WORK TO BE COMPLETED:
For the word "limit", state the number of lines in the data that contain it, and nothing else.

*** DATASET EXCERPTS ***

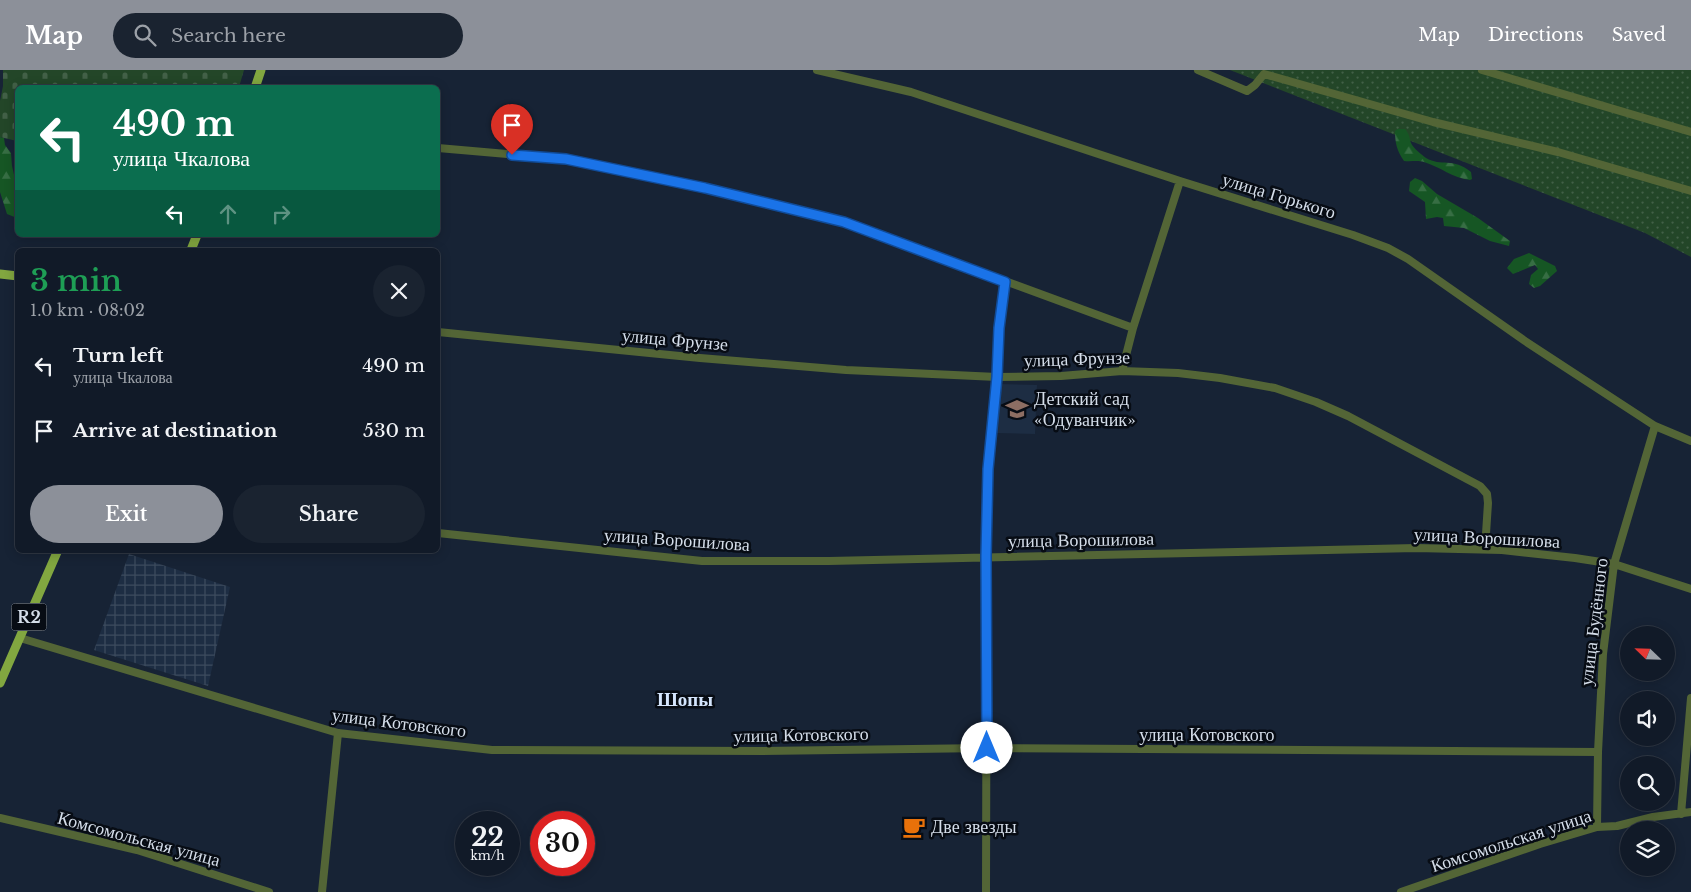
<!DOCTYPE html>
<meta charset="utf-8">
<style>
:root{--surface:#111a28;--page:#1a2330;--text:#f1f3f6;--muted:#9ca1a8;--line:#303845;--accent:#8c9099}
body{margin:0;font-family:"Libre Baskerville",serif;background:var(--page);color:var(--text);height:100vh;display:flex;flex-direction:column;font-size:19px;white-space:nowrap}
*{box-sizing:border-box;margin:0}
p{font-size:16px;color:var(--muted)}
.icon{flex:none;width:28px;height:28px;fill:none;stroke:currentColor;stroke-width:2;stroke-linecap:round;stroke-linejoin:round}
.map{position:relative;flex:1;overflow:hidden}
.drawer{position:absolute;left:15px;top:178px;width:425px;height:305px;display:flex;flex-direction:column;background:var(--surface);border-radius:8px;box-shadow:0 2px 12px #0003,0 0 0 1px var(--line)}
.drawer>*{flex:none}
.banner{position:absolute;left:15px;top:15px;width:425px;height:152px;border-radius:8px;box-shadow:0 2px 12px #0003,0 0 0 1px var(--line);background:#0b6e4f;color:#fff;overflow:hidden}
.needle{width:32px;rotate:293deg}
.fabs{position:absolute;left:1620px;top:556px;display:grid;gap:10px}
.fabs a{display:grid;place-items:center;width:55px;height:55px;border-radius:50%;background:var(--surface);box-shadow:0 2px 12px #0003,0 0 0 1px var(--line);font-size:25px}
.speed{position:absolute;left:455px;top:741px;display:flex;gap:10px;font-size:25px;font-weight:700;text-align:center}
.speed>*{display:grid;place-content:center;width:65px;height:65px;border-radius:50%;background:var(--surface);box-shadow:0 2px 12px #0003,0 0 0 1px var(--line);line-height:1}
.speed small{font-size:12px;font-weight:400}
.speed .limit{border:8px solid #d22;background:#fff;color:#111}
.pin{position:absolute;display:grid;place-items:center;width:42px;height:42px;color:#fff;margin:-51px -21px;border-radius:50% 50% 50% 0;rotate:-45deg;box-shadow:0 0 5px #0007}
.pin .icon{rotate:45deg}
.me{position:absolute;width:55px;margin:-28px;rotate:0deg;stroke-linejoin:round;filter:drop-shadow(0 0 4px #0008)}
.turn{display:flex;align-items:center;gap:18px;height:105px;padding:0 15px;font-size:22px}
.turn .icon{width:65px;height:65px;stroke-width:2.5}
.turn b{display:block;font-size:35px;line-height:42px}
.lanes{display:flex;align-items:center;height:48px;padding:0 15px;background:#0003;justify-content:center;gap:25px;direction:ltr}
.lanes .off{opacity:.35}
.round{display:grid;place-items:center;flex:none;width:52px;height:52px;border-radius:26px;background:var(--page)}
.head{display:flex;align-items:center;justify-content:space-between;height:85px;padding:0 15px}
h1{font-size:30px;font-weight:600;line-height:38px;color:#1e9e55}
.button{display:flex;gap:10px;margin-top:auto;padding:10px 15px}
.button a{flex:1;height:58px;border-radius:30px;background:var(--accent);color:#fff;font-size:20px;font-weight:600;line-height:58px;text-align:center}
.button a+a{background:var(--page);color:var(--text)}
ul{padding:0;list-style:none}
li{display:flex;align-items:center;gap:15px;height:65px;padding:0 15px}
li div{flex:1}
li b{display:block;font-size:19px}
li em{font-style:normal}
header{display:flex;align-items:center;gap:30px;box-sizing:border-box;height:70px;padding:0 25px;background:var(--accent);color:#fff}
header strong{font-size:24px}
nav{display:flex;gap:28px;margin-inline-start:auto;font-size:18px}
.search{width:350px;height:45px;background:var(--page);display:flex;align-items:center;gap:12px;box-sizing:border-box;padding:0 18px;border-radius:28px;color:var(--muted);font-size:19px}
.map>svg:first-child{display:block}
.built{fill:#1d2d43}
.industrial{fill:url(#industrial-grid)}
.grass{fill:url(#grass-dots)}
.forest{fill:url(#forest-firs)}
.cemetery{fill:url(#cemetery-stones)}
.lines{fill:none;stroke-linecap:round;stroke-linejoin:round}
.minor{stroke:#536536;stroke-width:8}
.major{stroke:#82a740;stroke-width:9}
.route-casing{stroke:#114b97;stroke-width:12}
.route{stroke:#1a73e8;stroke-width:9}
.labels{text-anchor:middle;stroke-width:5;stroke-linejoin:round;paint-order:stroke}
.shield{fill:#070c14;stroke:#969ea9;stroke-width:1}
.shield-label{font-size:16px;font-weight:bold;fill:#d4dde9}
.street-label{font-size:18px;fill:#d4dde9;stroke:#070c14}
.poi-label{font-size:18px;fill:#d4dde9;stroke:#070c14;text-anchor:start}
.neighbourhood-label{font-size:19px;font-weight:bold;fill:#d4e5fd;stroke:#070c14}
</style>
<header>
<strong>Map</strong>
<div class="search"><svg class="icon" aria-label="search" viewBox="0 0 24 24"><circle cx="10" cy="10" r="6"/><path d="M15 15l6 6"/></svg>Search here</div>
<nav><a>Map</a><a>Directions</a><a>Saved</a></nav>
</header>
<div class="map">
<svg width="1691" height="822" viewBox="0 0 1691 822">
<defs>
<pattern id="industrial-grid" width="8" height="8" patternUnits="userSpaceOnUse" patternTransform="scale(1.25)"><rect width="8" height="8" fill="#1d2d43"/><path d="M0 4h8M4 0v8" fill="none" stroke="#3d4b5e"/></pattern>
<pattern id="grass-dots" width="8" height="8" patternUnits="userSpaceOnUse" patternTransform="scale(1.25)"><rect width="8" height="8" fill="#234628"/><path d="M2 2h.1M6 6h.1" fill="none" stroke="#426047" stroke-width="1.8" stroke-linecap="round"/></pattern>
<pattern id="forest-firs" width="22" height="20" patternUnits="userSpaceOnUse" patternTransform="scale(1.25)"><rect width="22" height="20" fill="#165624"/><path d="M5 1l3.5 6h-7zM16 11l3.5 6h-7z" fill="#376e44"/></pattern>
<pattern id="cemetery-stones" width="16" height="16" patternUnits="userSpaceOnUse" patternTransform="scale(1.25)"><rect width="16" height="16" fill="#234628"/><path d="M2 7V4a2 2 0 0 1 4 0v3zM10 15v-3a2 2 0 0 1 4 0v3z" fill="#426047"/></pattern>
</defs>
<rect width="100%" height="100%" fill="#172335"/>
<path class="built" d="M998 314 1037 315 1035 364 997 363Z"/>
<path class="industrial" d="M129 484 230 517 208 616 94 580Z"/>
<path class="grass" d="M1230 0H1691V187L1645 163Z"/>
<path class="forest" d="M1398 59H1405C1410 65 1409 67 1411 73 1413 78 1422 85 1426 88 1441 97 1453 87 1471 102L1472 109 1470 110C1452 108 1441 97 1424 92 1417 90 1411 92 1404 91 1397 81 1395 73 1395 61Z
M0 67 4 68 5 75 11 83 12 96 17 118V148L7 144 0 122Z
M1415 108 1422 111 1437 124 1478 148 1510 171 1509 176 1490 171 1464 158 1444 156 1443 148 1437 147 1426 149 1425 132 1409 121 1410 112Z
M1529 183 1555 196 1557 201 1540 216 1534 218 1529 214 1531 205 1538 199 1535 195 1513 204 1507 198 1514 189Z"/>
<path class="cemetery" d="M3 0H244L239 17 18 18 17 71 0 67V31L3 16Z"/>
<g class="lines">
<path class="minor" d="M817 0 911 22 1180 111 1353 165 1388 178 1408 189 1525 271 1655 356 1691 371
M1198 0 1247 21 1255 15 1264 4 1433 52 1558 82 1691 121
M1482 0 1691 62
M438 78 566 89 705 118 844 152 1133 258
M438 262 700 288 846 300 997 307 1061 306 1122 301 1178 303 1220 308 1275 318 1316 332 1348 346 1480 416 1487 424 1488 433 1485 479
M1122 301 1133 258 1180 111
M438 463 702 491H829L1416 478 1502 480 1575 488 1614 494 1691 519
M20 568 338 663 492 680 760 681 987 678 1598 682
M1681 744 1691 628
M0 748 137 780 269 822
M1597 757 1598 682 1603 584 1614 494 1655 356
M322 822 338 663
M986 822 987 399 997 307 999 258 1005 212
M1401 822 1540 774 1597 757 1617 756 1653 747 1691 742"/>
<path class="major" d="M255 18 261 0
M191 180 197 165
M0 204 18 206
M0 613 58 480"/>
</g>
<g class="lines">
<defs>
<path id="route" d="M512 85 566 89 705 118 844 152 1005 212 999 258 997 307 988 399 986 486 987 678"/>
</defs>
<use href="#route" class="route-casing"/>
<use href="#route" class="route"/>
</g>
<defs>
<symbol id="school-bare" viewBox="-9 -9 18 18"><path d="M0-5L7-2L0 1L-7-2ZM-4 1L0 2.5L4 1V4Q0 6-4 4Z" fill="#8d6e63" stroke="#070c14" stroke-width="2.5" paint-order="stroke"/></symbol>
<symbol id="cafe-bare" viewBox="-9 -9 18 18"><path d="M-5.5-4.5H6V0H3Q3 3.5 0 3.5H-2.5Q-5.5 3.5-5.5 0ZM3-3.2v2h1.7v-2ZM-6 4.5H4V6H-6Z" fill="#e8710a" stroke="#070c14" stroke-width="2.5" paint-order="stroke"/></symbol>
</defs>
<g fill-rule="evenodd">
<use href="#school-bare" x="1001" y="323" width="32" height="32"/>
<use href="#cafe-bare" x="898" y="741" width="32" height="32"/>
</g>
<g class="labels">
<rect class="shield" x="11.5" y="533.5" width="35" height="27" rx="4"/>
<g class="shield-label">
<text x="29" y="553">R2</text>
</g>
<g class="street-label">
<text transform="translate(1279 126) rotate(17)" y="6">улица Горького</text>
<text transform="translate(675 270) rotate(5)" y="6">улица Фрунзе</text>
<text transform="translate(1077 289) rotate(-2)" y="6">улица Фрунзе</text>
<text transform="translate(1487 468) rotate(3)" y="6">улица Ворошилова</text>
<text transform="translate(677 470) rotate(4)" y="6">улица Ворошилова</text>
<text transform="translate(1081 470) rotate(-1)" y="6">улица Ворошилова</text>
<text transform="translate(1594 552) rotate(-83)" y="6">улица Будённого</text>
<text transform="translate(399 653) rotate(7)" y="6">улица Котовского</text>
<text transform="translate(801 665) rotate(-1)" y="6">улица Котовского</text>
<text x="1207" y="671">улица Котовского</text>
<text transform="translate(139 769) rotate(15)" y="6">Комсомольская улица</text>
<text transform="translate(1511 771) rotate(-18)" y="6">Комсомольская улица</text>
</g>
<g class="poi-label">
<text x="1034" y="335">Детский сад<tspan x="1034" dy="21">«Одуванчик»</tspan></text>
<text x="931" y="763">Две звезды</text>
</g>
<g class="neighbourhood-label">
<text x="685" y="636">Шопы</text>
</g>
</g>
</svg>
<div class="fabs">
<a><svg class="needle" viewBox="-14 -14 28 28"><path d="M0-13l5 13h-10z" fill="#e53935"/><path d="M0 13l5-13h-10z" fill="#9ca1a8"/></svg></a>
<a><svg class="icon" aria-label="sound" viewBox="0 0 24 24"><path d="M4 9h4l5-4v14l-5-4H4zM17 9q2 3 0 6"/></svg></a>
<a><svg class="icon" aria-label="search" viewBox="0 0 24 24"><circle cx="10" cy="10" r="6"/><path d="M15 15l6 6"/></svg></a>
<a><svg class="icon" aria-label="layers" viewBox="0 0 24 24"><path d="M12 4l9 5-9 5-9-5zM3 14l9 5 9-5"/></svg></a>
</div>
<div class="speed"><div>22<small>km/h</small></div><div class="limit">30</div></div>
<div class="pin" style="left:512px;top:85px;background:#d93025"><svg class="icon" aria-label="arrive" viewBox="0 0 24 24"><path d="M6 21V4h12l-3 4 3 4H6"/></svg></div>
<svg class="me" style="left:987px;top:678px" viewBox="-20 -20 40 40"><circle r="19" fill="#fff"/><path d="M0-13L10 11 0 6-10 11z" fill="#1a73e8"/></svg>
<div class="banner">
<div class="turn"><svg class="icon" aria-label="left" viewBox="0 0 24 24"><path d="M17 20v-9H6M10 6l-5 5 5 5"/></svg><div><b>490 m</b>улица Чкалова</div></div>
<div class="lanes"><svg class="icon" aria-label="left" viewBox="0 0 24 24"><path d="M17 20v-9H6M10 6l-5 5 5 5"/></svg><svg class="icon off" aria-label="ahead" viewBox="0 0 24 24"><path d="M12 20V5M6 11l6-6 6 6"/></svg><svg class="icon off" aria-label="right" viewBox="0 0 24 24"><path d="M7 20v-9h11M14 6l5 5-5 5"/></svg></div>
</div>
<section class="drawer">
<div class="head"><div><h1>3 min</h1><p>1.0 km · 08:02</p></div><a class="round"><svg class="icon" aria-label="close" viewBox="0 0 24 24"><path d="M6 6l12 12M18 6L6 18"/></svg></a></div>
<ul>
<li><svg class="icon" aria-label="left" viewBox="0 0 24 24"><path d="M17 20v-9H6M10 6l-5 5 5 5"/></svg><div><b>Turn left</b><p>улица Чкалова</p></div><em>490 m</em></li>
<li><svg class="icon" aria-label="arrive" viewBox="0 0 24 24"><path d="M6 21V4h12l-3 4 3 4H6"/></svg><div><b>Arrive at destination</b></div><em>530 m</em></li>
</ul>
<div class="button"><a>Exit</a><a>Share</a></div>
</section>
</div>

*** End of DATASET EXCERPTS ***

TASK RESULT:
2